An aluminum rod conducts 8.40 cal/s from a heat source maintained at 225°C to a large body of water at 22°C. Calculate the rate at which entropy increases in this process.

Short answer

The rate of increase of entropy is \(4.86 \times {10{ - 2}}\;\frac{{{\rm{J/K}}}}{{\rm{s}}}\).

Step-by-step solution

Concepts

The extracted heat from the heat source is coming at a constant rate.

The change in entropy is\(\Delta S = \frac{Q}{T}\)

Given data

The rate of heat transfer is \(Q = 8.40\;{\rm{cal/s}} = \left( {8.40 \times 4.186} \right)\;{\rm{J/s}}\).

The sourece temparature is \({T_1} = {225 \circ }{\rm{C}} = 498\;{\rm{K}}\).

The lower temperature is \({T_2} = {22 \circ }{\rm{C}} = 295\;{\rm{K}}\).

Calculation

The same amount of heat comes out from the heat source and is absorbed by the lower-temperature body.

Now the rate of change in entropy during the heat coming from the source is \(\Delta {S_1} = - \frac{Q}{{{T_1}}}\).

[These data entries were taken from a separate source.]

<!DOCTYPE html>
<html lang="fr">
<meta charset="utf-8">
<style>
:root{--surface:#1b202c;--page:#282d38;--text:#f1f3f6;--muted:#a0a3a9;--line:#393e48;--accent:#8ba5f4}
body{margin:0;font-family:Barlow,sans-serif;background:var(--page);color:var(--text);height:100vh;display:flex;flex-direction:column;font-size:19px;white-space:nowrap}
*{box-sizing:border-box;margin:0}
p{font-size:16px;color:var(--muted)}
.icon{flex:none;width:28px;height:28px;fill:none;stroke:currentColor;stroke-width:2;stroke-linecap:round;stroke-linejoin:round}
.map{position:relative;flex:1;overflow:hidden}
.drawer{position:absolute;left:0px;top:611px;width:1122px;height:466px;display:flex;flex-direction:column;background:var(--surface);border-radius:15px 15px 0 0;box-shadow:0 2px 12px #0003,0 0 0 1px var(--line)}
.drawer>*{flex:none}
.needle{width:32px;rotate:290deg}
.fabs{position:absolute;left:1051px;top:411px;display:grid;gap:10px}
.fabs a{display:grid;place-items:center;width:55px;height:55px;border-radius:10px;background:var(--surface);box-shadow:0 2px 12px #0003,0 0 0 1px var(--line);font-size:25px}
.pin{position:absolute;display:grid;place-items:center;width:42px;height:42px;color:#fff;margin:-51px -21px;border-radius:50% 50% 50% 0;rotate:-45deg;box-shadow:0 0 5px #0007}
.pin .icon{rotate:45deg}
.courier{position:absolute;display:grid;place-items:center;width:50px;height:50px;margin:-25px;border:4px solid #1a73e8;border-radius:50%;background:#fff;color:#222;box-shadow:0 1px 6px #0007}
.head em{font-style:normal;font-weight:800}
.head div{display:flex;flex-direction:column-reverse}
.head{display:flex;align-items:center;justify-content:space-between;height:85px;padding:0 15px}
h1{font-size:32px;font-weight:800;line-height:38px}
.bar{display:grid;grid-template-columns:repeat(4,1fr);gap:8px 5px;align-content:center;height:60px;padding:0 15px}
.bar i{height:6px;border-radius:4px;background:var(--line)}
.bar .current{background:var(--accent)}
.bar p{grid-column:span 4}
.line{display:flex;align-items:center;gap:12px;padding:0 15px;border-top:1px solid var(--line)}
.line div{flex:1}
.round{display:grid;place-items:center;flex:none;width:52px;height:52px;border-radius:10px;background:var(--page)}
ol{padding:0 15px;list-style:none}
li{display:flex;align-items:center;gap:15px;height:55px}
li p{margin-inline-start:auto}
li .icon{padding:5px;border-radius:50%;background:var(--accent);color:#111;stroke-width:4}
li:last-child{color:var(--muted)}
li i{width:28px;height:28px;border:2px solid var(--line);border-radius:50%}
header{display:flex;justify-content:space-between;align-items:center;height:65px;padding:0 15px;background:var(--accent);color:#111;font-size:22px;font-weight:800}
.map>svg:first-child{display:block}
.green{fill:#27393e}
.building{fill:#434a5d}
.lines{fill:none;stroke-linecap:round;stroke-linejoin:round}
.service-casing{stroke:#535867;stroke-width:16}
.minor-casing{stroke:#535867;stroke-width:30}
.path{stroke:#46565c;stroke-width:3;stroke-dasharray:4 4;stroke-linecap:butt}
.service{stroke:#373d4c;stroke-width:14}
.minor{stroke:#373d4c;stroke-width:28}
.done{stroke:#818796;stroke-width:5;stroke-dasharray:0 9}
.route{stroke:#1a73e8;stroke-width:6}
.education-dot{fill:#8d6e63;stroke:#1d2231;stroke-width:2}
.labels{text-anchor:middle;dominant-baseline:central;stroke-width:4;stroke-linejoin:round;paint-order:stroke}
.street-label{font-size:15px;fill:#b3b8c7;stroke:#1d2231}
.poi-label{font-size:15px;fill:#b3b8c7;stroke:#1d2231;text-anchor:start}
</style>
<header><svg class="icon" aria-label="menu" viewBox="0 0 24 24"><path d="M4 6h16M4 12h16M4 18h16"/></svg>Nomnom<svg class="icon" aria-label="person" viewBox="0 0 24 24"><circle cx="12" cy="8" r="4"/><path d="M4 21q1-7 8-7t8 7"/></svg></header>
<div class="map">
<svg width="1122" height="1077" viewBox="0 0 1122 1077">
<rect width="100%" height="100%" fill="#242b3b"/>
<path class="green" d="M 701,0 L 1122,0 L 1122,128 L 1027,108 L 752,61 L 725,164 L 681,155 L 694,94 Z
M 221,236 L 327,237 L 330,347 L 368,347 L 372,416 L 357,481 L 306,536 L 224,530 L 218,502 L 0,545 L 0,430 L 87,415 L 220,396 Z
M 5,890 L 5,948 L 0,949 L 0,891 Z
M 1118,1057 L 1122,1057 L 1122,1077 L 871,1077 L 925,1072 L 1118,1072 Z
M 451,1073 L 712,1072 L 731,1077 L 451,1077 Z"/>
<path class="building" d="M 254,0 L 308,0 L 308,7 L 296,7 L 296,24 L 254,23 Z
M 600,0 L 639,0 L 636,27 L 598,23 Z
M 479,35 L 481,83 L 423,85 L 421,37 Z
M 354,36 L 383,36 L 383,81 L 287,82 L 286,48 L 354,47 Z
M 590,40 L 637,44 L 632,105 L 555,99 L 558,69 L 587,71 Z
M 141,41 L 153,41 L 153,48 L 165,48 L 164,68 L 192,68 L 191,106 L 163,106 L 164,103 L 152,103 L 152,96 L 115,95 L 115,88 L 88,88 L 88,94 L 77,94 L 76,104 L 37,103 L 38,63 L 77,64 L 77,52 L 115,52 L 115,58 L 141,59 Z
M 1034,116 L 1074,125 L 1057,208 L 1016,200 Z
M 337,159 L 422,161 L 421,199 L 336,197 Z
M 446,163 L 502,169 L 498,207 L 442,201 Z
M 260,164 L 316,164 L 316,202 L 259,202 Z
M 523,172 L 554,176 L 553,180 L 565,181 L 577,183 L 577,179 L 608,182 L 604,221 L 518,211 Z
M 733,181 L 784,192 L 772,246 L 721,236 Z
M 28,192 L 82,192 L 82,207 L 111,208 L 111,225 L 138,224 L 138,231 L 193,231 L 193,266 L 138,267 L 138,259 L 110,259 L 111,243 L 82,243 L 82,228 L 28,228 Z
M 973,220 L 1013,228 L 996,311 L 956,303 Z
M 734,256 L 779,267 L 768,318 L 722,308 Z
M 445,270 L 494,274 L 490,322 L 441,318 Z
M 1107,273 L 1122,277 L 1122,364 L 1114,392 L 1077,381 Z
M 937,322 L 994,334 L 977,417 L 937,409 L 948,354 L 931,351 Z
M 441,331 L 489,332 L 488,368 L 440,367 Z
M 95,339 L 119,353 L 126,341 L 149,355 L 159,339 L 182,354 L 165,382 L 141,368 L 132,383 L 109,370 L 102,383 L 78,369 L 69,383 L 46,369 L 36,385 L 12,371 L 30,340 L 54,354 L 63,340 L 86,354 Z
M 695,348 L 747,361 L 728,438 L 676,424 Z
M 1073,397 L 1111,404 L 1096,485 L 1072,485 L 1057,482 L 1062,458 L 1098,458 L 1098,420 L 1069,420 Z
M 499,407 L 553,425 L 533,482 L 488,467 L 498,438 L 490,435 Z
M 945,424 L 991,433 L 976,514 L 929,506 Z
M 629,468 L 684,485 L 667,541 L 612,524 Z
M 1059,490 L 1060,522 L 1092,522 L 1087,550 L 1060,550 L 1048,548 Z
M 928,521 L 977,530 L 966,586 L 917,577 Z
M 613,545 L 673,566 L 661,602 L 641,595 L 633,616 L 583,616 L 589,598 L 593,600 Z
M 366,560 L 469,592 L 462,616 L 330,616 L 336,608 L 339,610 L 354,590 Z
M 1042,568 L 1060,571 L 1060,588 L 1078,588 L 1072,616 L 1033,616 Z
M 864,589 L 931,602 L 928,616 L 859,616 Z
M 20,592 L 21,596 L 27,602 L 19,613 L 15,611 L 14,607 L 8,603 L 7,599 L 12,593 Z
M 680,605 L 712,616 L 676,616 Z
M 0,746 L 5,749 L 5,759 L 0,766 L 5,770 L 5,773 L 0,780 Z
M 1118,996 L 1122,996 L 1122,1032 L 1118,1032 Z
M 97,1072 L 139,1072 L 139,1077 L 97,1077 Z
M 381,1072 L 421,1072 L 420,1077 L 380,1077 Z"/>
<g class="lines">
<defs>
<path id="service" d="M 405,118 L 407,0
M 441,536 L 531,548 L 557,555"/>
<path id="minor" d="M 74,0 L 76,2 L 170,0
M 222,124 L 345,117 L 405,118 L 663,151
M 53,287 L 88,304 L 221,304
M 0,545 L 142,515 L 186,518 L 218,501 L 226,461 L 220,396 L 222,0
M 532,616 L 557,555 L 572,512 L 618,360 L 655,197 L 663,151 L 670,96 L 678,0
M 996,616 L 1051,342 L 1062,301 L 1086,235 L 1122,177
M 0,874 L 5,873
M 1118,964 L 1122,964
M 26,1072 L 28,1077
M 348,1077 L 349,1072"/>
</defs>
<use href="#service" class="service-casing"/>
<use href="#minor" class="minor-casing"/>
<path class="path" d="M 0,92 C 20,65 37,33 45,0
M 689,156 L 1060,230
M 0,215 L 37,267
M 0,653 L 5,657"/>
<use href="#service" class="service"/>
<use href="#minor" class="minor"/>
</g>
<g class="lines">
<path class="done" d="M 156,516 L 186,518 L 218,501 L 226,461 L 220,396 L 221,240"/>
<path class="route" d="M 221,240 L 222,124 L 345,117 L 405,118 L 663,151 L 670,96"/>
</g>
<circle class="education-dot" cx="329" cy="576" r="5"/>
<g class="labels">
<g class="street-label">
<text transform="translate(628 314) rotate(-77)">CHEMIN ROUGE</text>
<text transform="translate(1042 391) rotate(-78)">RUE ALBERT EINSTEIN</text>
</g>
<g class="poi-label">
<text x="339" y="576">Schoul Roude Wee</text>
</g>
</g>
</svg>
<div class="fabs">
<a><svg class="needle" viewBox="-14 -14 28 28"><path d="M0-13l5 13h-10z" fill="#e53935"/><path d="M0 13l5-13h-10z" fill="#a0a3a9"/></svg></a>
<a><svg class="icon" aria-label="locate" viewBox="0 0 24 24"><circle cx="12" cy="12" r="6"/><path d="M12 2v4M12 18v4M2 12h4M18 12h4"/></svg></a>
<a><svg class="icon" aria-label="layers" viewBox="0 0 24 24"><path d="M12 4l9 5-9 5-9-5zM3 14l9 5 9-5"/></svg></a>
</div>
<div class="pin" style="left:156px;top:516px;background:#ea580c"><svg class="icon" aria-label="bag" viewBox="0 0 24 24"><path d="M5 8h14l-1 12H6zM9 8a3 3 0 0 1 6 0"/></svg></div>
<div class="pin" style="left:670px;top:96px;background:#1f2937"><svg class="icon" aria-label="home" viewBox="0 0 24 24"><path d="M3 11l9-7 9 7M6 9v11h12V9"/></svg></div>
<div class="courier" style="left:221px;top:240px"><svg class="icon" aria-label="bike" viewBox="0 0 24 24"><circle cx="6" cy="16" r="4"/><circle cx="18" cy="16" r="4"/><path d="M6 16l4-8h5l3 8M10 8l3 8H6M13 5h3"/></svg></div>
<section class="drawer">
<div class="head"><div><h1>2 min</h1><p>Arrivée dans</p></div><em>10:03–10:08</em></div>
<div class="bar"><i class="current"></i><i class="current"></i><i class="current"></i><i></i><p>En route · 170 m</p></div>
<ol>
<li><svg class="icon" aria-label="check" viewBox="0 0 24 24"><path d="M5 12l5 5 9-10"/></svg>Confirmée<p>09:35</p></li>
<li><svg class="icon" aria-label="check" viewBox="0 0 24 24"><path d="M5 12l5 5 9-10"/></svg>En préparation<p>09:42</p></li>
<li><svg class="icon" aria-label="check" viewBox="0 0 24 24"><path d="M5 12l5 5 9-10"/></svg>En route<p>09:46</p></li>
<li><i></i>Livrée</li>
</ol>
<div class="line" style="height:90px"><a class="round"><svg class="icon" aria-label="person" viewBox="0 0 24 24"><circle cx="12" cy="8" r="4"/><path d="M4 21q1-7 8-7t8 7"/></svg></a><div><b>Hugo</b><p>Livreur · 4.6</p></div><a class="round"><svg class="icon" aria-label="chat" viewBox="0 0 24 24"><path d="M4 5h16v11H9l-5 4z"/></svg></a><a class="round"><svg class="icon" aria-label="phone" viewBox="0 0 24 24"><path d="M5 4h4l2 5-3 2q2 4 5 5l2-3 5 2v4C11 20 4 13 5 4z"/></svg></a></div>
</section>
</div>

The rate of change in entropy during the absorption of heat is \(\Delta {S_2} = \frac{Q}{{{T_2}}}\).

Therefore the rate of change of net entropy is,

\(\begin{array}{c}\Delta S = \Delta {S_1} + \Delta {S_2}\\ = - \frac{Q}{{{T_1}}} + \frac{Q}{{{T_2}}}\\ = Q\left( {\frac{1}{{{T_2}}} - \frac{1}{{{T_1}}}} \right)\end{array}\)

Now substituting the values in the above equation, you get,

\(\begin{array}{c}\Delta S = Q\left( {\frac{1}{{{T_2}}} - \frac{1}{{{T_1}}}} \right)\\ = \left[ {\left( {8.40 \times 4.186} \right)\;{\rm{J/s}}} \right] \times \left( {\frac{1}{{295\;{\rm{K}}}} - \frac{1}{{498\;{\rm{K}}}}} \right)\\ = 4.86 \times {10{ - 2}}\;\frac{{{\rm{J/K}}}}{{\rm{s}}}\end{array}\)

Hence, the rate of increase of entropy is \(4.86 \times {10{ - 2}}\;\frac{{{\rm{J/K}}}}{{\rm{s}}}\).